### [REQUIRED WORK]
Report every line of the entries that contains the word "interface".
Segment Start: INPUT DATA
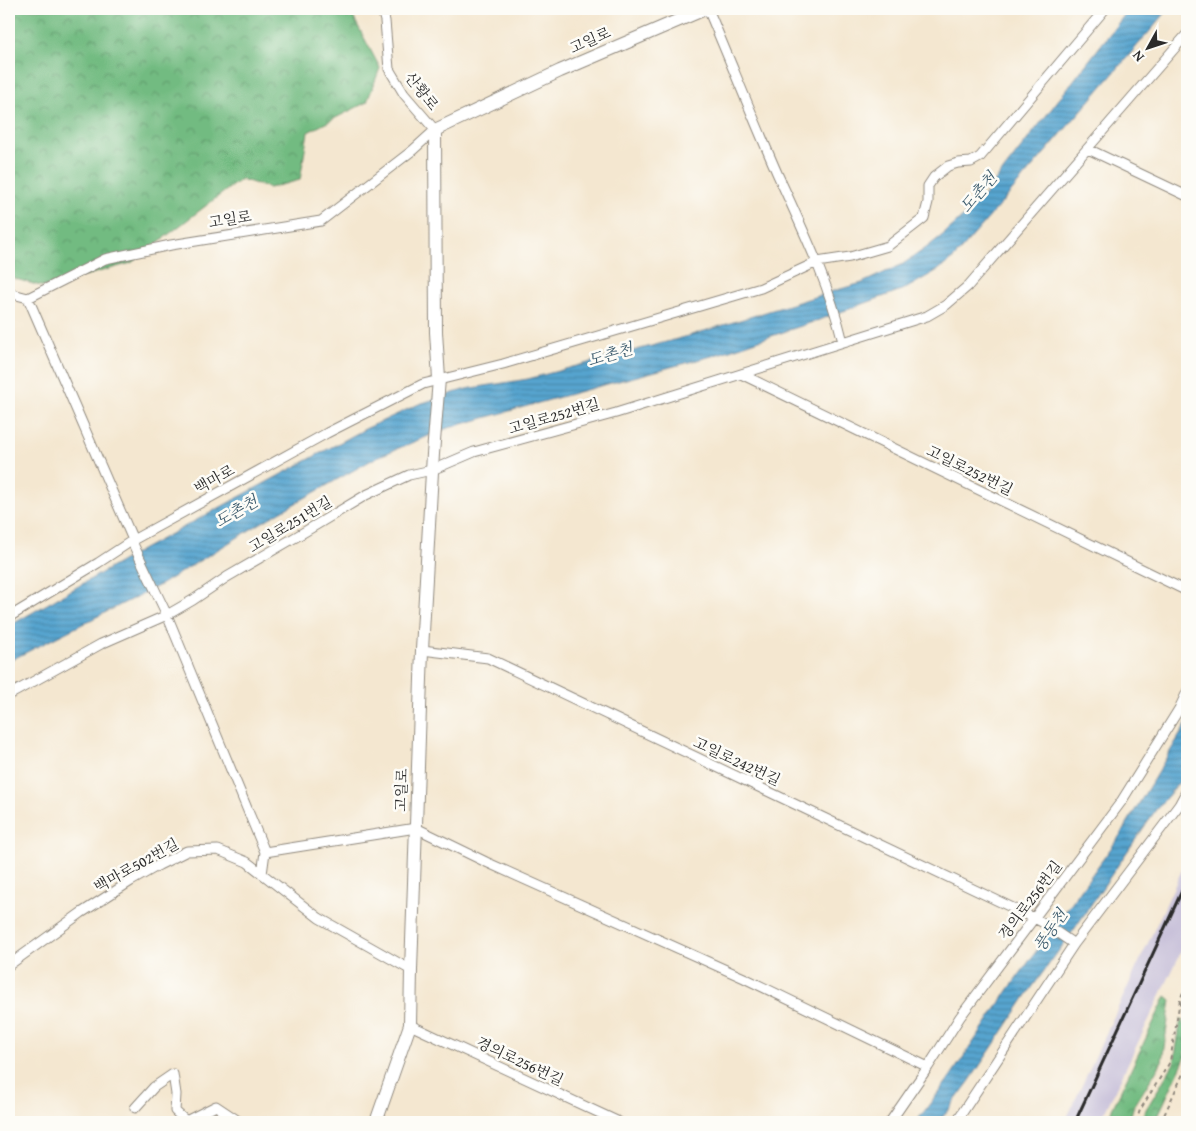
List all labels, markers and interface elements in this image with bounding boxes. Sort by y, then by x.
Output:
street label: 고일로 [566,21,615,58]
north arrow [1124,22,1174,72]
text: N [1127,46,1149,66]
street label: 산황로 [400,67,444,115]
water label: 도촌천 [954,165,1003,217]
street label: 고일로 [207,205,254,233]
water label: 도촌천 [584,336,637,372]
street label: 고일로252번길 [506,393,602,439]
street label: 고일로252번길 [923,440,1017,500]
street label: 백마로 [190,459,239,499]
water label: 도촌천 [210,488,263,533]
street label: 고일로251번길 [244,491,336,557]
street label: 고일로242번길 [690,732,784,790]
street label: 고일로 [390,767,412,812]
street label: 백마로502번길 [90,833,182,897]
street label: 경의로256번길 [993,856,1067,944]
water label: 풍동천 [1027,903,1074,956]
street label: 경의로256번길 [473,1032,567,1090]

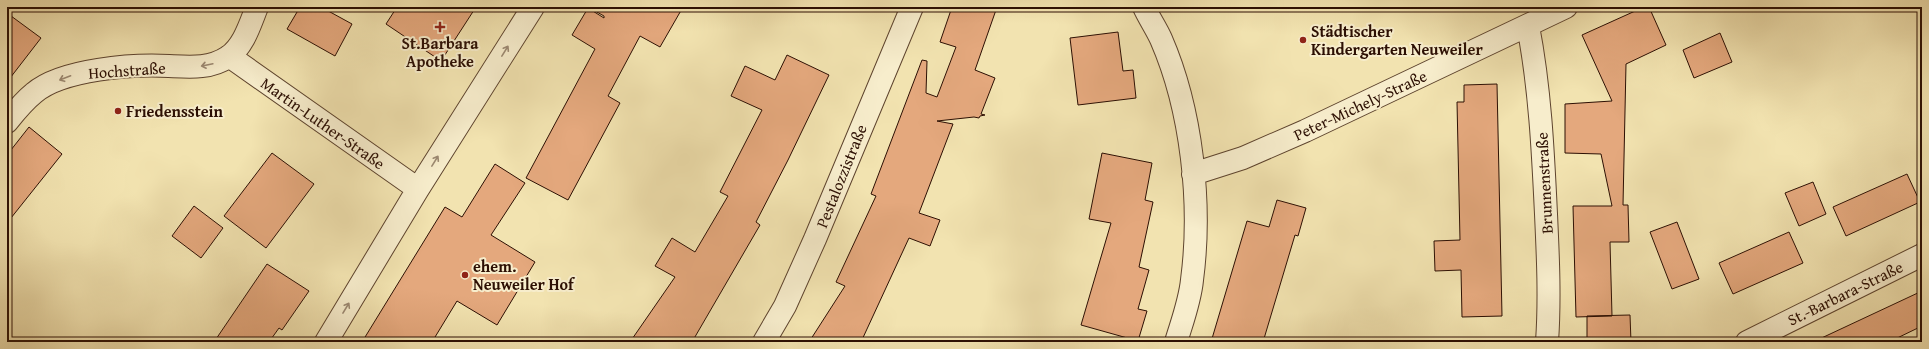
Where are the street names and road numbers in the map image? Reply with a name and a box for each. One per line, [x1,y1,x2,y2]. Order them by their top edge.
street label: Hochstraße [87,55,167,85]
street label: Peter-Michely-Straße [1289,64,1431,146]
street label: Martin-Luther-Straße [256,71,390,175]
street label: Pestalozzistraße [809,121,873,231]
street label: Brunnenstraße [1529,132,1559,234]
street label: St.-Barbara-Straße [1783,255,1907,331]

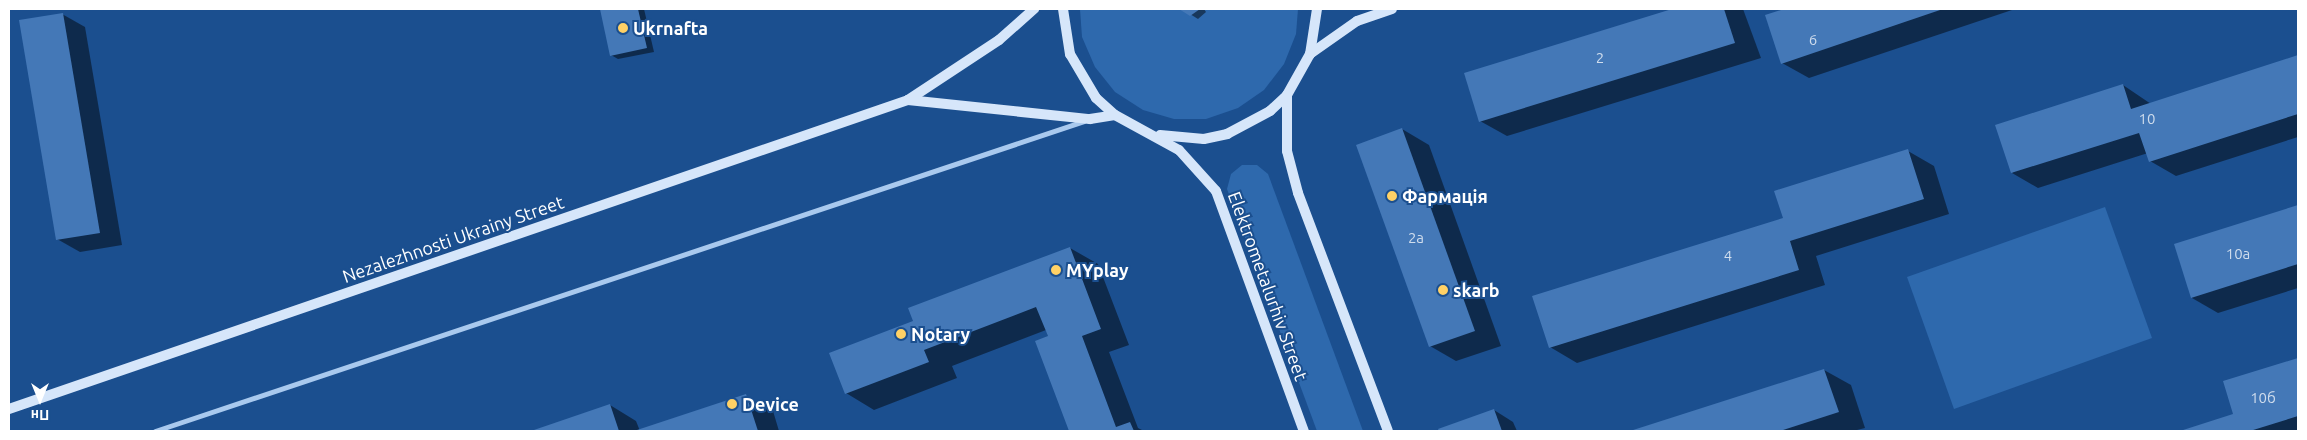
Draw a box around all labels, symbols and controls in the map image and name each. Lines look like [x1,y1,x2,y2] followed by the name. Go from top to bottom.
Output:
[633,17,708,39] place label: Ukrnafta
[617,22,629,34] marker: Ukrnafta
[1809,31,1817,49] house number: 6
[1596,49,1604,67] house number: 2
[2139,110,2155,128] house number: 10
[1402,185,1488,207] place label: Фармація
[1224,189,1312,383] street label: Elektrometalurhiv Street
[1386,190,1398,202] marker: Фармація
[339,191,567,287] street label: Nezalezhnosti Ukrainy Street
[1408,229,1424,247] house number: 2а
[2226,245,2250,263] house number: 10а
[1724,247,1732,265] house number: 4
[1066,259,1129,281] place label: MYplay
[1050,264,1062,276] marker: MYplay
[1453,279,1499,301] place label: skarb
[1437,284,1449,296] marker: skarb
[911,323,970,345] place label: Notary
[895,328,907,340] marker: Notary
[15,375,65,425] north arrow
[2250,389,2276,407] house number: 10б
[742,393,799,415] place label: Device
[726,398,738,410] marker: Device
[31,407,49,423] text: Пн

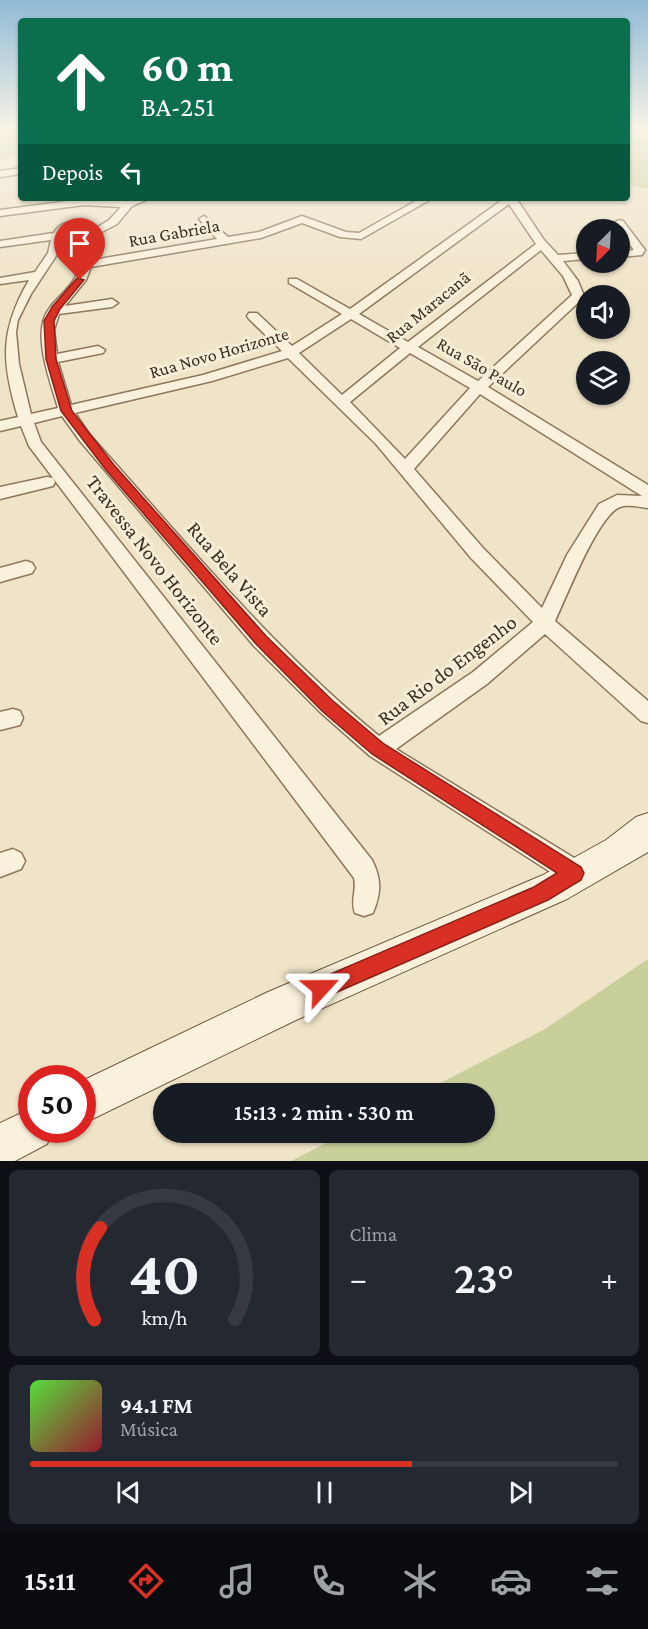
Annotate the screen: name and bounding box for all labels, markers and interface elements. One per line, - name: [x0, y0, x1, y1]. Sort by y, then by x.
Segment End: INPUT DATA
### [TASK RESULT]
List all labels, markers and interface elements in this image with bounding boxes. Sort by y, then by x.
Annotate the screen: name and bounding box for all labels, markers and interface elements. One per line, - name: [x0, y0, x1, y1]. Sort by y, then by x.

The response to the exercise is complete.